* Data to process *
[Start of Attachment]

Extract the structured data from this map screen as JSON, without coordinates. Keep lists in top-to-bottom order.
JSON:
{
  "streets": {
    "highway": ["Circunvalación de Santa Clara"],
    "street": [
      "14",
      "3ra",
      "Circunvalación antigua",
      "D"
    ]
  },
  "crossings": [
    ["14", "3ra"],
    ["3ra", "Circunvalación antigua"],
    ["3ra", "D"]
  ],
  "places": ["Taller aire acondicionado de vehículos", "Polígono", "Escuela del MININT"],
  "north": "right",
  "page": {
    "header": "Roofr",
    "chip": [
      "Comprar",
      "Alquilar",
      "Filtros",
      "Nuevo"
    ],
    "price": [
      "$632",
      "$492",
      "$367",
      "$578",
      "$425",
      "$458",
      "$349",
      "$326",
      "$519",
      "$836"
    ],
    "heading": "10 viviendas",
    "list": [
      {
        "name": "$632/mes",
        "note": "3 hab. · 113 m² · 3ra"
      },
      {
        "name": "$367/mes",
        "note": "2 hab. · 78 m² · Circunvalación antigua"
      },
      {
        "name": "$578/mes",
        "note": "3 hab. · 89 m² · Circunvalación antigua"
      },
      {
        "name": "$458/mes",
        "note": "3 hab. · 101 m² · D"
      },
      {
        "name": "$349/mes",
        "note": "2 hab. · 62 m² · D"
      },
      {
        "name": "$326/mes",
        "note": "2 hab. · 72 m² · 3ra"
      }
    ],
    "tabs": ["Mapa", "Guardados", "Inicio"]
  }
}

[End of Attachment]

* Activity *
Give back the data above word for word.

* The answer *
Extract the structured data from this map screen as JSON, without coordinates. Keep lists in top-to-bottom order.
JSON:
{
  "streets": {
    "highway": ["Circunvalación de Santa Clara"],
    "street": [
      "14",
      "3ra",
      "Circunvalación antigua",
      "D"
    ]
  },
  "crossings": [
    ["14", "3ra"],
    ["3ra", "Circunvalación antigua"],
    ["3ra", "D"]
  ],
  "places": ["Taller aire acondicionado de vehículos", "Polígono", "Escuela del MININT"],
  "north": "right",
  "page": {
    "header": "Roofr",
    "chip": [
      "Comprar",
      "Alquilar",
      "Filtros",
      "Nuevo"
    ],
    "price": [
      "$632",
      "$492",
      "$367",
      "$578",
      "$425",
      "$458",
      "$349",
      "$326",
      "$519",
      "$836"
    ],
    "heading": "10 viviendas",
    "list": [
      {
        "name": "$632/mes",
        "note": "3 hab. · 113 m² · 3ra"
      },
      {
        "name": "$367/mes",
        "note": "2 hab. · 78 m² · Circunvalación antigua"
      },
      {
        "name": "$578/mes",
        "note": "3 hab. · 89 m² · Circunvalación antigua"
      },
      {
        "name": "$458/mes",
        "note": "3 hab. · 101 m² · D"
      },
      {
        "name": "$349/mes",
        "note": "2 hab. · 62 m² · D"
      },
      {
        "name": "$326/mes",
        "note": "2 hab. · 72 m² · 3ra"
      }
    ],
    "tabs": ["Mapa", "Guardados", "Inicio"]
  }
}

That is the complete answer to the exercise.